DATA FOR PROCESSING section start
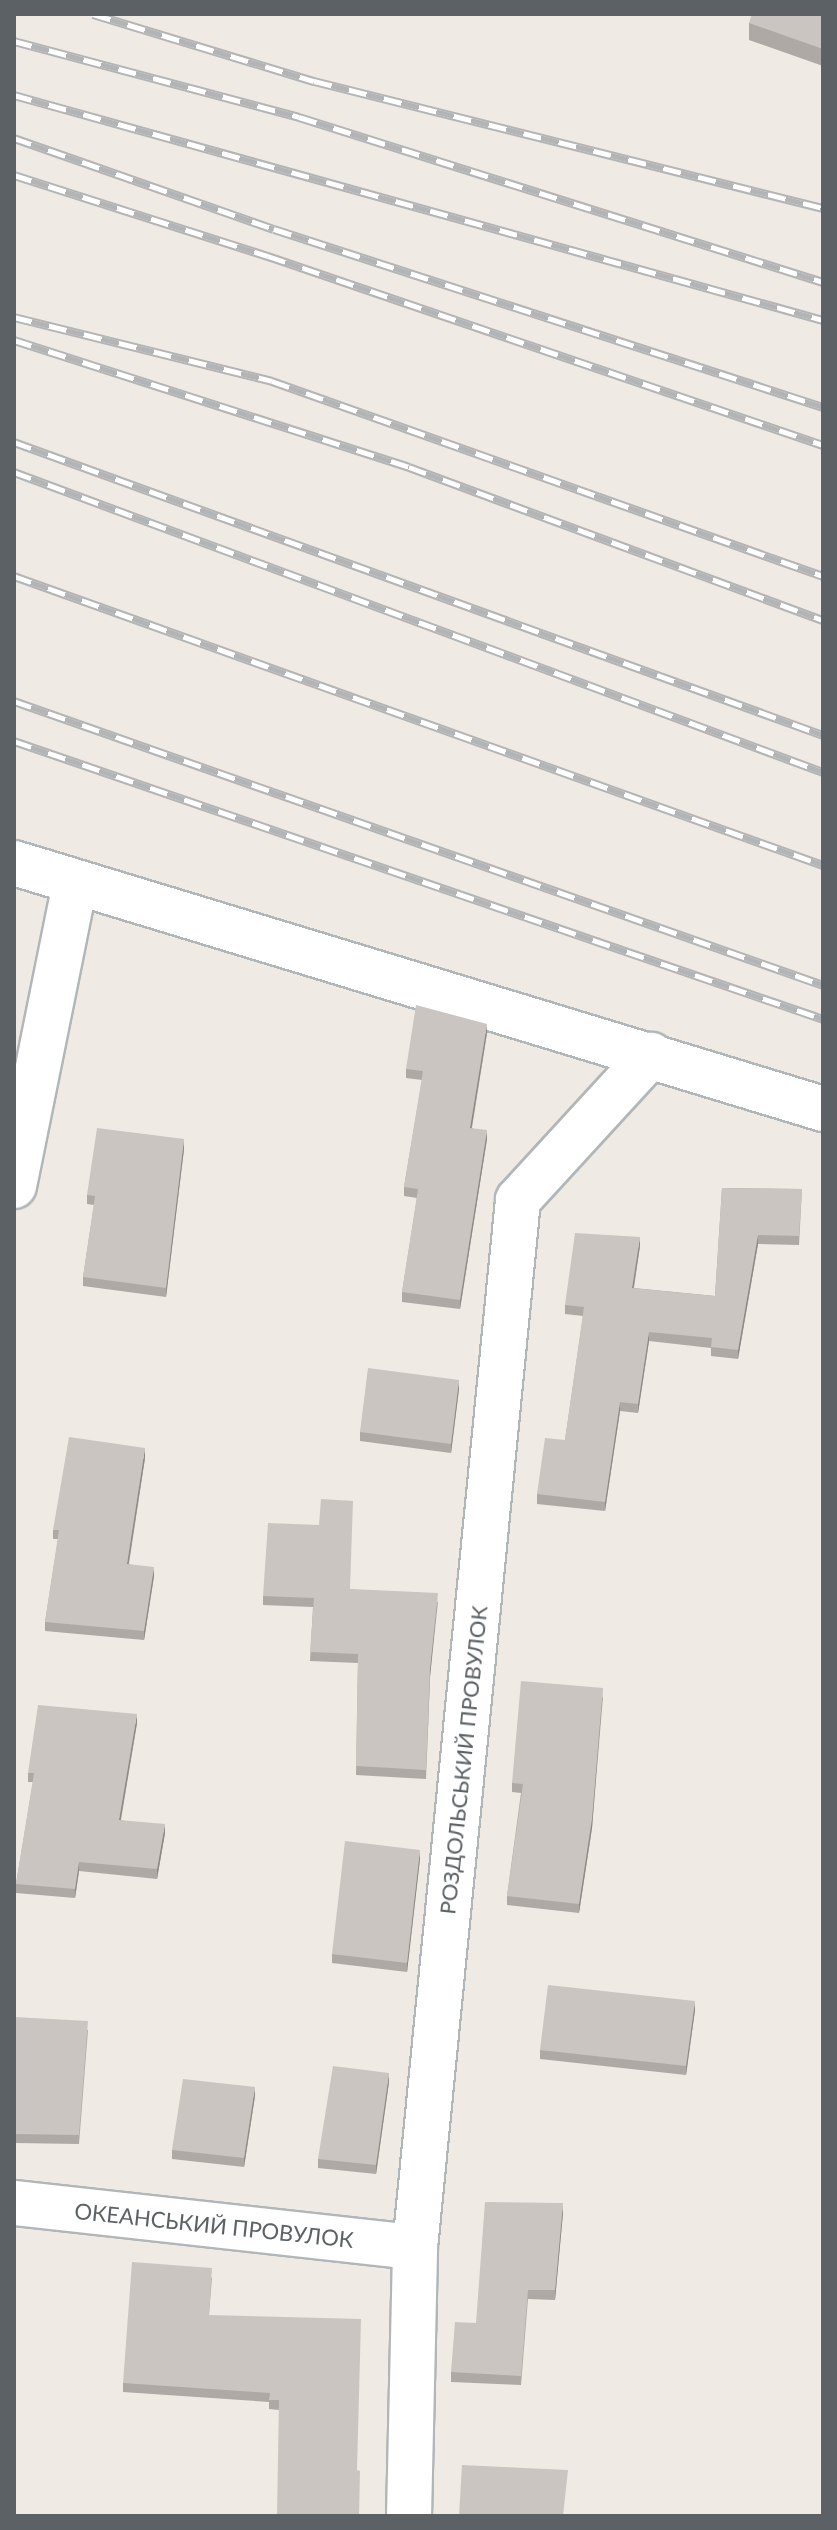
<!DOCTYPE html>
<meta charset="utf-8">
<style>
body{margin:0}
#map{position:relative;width:837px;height:2530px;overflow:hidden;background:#efeae3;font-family:Lato,sans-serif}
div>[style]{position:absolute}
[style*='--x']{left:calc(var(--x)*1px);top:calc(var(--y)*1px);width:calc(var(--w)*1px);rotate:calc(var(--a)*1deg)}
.roads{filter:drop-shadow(2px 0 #b1b6b9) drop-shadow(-2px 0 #b1b6b9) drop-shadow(0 2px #b1b6b9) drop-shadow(0 -2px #b1b6b9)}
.minor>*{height:44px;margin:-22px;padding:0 22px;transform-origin:22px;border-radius:22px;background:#fff}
.rail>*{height:9px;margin-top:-4.5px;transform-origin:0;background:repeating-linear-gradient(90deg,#fff 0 18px,#b3b4b5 0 36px);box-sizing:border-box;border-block:2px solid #b3b4b5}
.wall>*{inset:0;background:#aea9a5}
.shaded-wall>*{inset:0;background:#8d8a86}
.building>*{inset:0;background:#cac5c0}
span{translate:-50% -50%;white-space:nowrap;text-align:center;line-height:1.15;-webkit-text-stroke:6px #fff;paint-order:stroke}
.street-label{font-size:22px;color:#5b6165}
.frame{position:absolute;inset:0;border:16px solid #5b6165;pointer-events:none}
</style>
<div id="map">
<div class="roads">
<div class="minor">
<div style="--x:14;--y:863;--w:846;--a:16.91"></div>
<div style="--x:14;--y:1186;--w:309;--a:-78.6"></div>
<div style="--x:14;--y:2203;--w:403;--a:6.3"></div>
<div style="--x:409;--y:2516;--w:269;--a:-88.7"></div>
<div style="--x:415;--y:2247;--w:1052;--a:-84.38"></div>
<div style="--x:518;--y:1200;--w:197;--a:-47.5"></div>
</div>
</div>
<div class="rail">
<div style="--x:93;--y:14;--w:231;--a:16.9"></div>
<div style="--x:314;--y:81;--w:525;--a:14.01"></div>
<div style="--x:14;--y:41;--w:295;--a:14.9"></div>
<div style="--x:299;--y:117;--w:549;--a:17.48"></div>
<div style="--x:14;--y:95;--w:840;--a:15.54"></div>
<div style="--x:14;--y:138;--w:275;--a:19.3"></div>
<div style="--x:274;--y:229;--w:577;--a:17.96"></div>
<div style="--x:14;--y:175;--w:267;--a:17.7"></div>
<div style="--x:268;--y:256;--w:586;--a:18.81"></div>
<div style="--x:14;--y:317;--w:266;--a:13.9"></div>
<div style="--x:272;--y:381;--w:584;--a:19.49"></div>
<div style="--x:14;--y:340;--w:415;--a:17.8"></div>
<div style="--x:409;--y:467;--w:441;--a:20.3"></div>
<div style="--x:14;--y:442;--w:860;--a:19.91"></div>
<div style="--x:14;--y:472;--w:863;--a:20.35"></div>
<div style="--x:14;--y:576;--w:859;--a:19.66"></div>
<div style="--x:14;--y:701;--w:857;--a:19.34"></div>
<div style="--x:14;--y:741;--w:855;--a:18.96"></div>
</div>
<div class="wall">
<div style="clip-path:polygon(823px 14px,823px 66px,749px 40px,749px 23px)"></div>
<div style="clip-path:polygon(487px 1033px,472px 1128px,487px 1139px,460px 1309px,402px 1302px,402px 1292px,417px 1198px,404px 1196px,404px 1187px,422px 1080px,406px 1078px,406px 1069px)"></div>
<div style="clip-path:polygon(184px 1149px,166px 1297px,83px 1286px,83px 1277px,94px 1205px,87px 1204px,87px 1195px)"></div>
<div style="clip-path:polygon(722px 1188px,802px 1189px,799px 1245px,758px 1244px,738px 1359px,711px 1356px,711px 1348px,649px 1341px,638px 1413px,620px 1411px,605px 1511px,537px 1504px,537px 1494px,565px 1440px,583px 1316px,565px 1314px,565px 1305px,640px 1246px,634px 1288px,715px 1296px)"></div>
<div style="clip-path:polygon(459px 1389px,451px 1453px,360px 1441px,360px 1432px)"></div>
<div style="clip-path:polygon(145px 1458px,129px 1564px,154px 1576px,144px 1640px,45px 1631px,45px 1622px,58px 1539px,53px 1539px,53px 1530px)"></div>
<div style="clip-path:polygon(350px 1589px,438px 1602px,430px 1677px,426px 1779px,356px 1775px,358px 1663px,310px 1661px,313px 1607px,263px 1605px,263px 1596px)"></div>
<div style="clip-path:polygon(603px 1697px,592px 1828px,579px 1913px,507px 1905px,507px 1896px,521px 1793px,512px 1792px,512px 1783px)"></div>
<div style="clip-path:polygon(137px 1723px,121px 1820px,165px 1833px,157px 1879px,79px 1871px,75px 1898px,16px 1893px,16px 1884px,33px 1782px,28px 1782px,28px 1773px)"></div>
<div style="clip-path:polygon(420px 1859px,407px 1972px,332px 1963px,332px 1954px)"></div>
<div style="clip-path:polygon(695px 2010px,686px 2075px,540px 2059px,540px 2050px)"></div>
<div style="clip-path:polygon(14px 2017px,88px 2030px,79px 2144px,14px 2143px)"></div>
<div style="clip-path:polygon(389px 2082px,376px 2174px,318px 2168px,318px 2159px)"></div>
<div style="clip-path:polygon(255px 2096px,244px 2167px,172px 2159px,172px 2150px)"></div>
<div style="clip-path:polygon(563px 2213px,555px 2300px,528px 2299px,521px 2385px,451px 2382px,451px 2372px,476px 2323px)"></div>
<div style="clip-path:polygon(212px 2277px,209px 2315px,357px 2470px,359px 2516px,279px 2410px,269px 2409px,269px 2402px,123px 2392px,123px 2383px)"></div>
</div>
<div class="shaded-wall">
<div style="clip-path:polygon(487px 1024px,487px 1033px,470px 1137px,470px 1128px)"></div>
<div style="clip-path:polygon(487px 1130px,487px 1139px,460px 1309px,460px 1300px)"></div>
<div style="clip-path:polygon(184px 1139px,184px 1149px,166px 1297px,166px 1288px)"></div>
<div style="clip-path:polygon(758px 1235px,758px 1244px,738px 1359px,738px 1350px)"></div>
<div style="clip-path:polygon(640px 1237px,640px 1246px,632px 1297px,632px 1288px)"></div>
<div style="clip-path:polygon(649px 1332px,649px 1341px,638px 1413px,638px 1404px)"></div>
<div style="clip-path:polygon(459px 1380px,459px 1389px,451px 1453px,451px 1444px)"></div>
<div style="clip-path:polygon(620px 1402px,620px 1411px,605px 1511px,605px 1502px)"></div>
<div style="clip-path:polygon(145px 1448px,145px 1458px,127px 1573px,127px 1564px)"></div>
<div style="clip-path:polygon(154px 1567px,154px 1576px,144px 1640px,144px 1631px)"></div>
<div style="clip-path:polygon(438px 1593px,430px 1677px,426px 1779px,430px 1668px)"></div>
<div style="clip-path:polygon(603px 1688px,592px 1828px,579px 1913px,579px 1904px)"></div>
<div style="clip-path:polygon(137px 1714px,137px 1723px,119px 1829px,119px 1820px)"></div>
<div style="clip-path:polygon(165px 1824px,165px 1833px,157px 1879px,157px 1869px)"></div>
<div style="clip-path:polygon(420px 1850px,420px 1859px,407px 1972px,407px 1963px)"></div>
<div style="clip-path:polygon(79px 1862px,79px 1871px,75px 1898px,75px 1889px)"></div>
<div style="clip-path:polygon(695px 2001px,695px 2010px,686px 2075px,686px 2066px)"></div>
<div style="clip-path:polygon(389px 2073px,389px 2082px,376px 2174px,376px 2165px)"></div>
<div style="clip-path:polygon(255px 2087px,255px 2096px,244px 2167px,244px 2158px)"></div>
<div style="clip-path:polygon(563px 2203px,563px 2213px,555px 2300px,555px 2290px)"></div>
</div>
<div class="building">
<div style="clip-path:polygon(752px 14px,823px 14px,823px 49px,749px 23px)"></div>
<div style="clip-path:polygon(416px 1005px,487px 1024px,470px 1128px,487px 1130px,460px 1300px,402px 1292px,418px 1189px,404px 1187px,423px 1071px,406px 1069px)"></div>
<div style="clip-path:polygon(97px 1128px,184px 1139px,166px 1288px,83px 1277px,95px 1196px,87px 1195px)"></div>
<div style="clip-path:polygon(722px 1188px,802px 1189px,799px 1236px,758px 1235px,738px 1350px,711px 1347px,712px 1338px,649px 1332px,638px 1404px,620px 1402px,605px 1502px,537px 1494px,545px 1438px,565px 1440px,584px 1307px,565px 1305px,575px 1233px,640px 1237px,632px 1288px,715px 1296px)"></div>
<div style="clip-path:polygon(368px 1368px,459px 1380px,451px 1444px,360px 1432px)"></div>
<div style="clip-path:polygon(69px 1437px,145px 1448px,127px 1564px,154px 1567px,144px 1631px,45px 1622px,59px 1530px,53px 1530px)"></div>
<div style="clip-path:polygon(321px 1499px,353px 1501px,350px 1589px,438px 1593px,430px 1668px,426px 1770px,356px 1766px,358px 1654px,310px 1652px,314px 1598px,263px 1596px,268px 1523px,319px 1525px)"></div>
<div style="clip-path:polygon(521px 1681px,603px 1688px,592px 1819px,579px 1904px,507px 1896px,523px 1784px,512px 1783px)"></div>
<div style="clip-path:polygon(38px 1705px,137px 1714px,119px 1820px,165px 1824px,157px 1869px,79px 1862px,75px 1889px,16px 1884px,34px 1773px,28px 1773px)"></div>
<div style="clip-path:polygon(345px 1841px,420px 1850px,407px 1963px,332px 1954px)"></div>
<div style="clip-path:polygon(548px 1985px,695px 2001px,686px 2066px,540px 2050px)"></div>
<div style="clip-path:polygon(14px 2017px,88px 2021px,79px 2135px,14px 2134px)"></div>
<div style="clip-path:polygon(333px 2066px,389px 2073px,376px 2165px,318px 2159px)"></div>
<div style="clip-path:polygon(183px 2079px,255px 2087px,244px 2158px,172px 2150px)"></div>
<div style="clip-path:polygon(485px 2202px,563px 2203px,555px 2290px,528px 2290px,521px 2376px,451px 2372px,455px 2322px,476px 2323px)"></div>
<div style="clip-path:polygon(132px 2262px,212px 2268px,209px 2315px,361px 2319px,357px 2470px,360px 2471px,359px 2516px,277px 2516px,279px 2400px,269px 2400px,270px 2393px,123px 2383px)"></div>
<div style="clip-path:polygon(462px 2465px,568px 2470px,563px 2516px,459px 2516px)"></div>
</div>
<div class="street-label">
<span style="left:463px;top:1760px;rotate:-84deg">РОЗДОЛЬСЬКИЙ ПРОВУЛОК</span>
<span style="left:214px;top:2225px;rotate:6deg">ОКЕАНСЬКИЙ ПРОВУЛОК</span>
</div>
<div class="frame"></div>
</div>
DATA FOR PROCESSING section end
**TASK ITEM:** Repeat exactly and only the lines from the start of the data above through the line that holds "0 #b1b6b9) drop-shadow(-2px", inclusive. Pictures do not belong in the copy.

**SOLUTION FOR THIS EXERCISE:**
<!DOCTYPE html>
<meta charset="utf-8">
<style>
body{margin:0}
#map{position:relative;width:837px;height:2530px;overflow:hidden;background:#efeae3;font-family:Lato,sans-serif}
div>[style]{position:absolute}
[style*='--x']{left:calc(var(--x)*1px);top:calc(var(--y)*1px);width:calc(var(--w)*1px);rotate:calc(var(--a)*1deg)}
.roads{filter:drop-shadow(2px 0 #b1b6b9) drop-shadow(-2px 0 #b1b6b9) drop-shadow(0 2px #b1b6b9) drop-shadow(0 -2px #b1b6b9)}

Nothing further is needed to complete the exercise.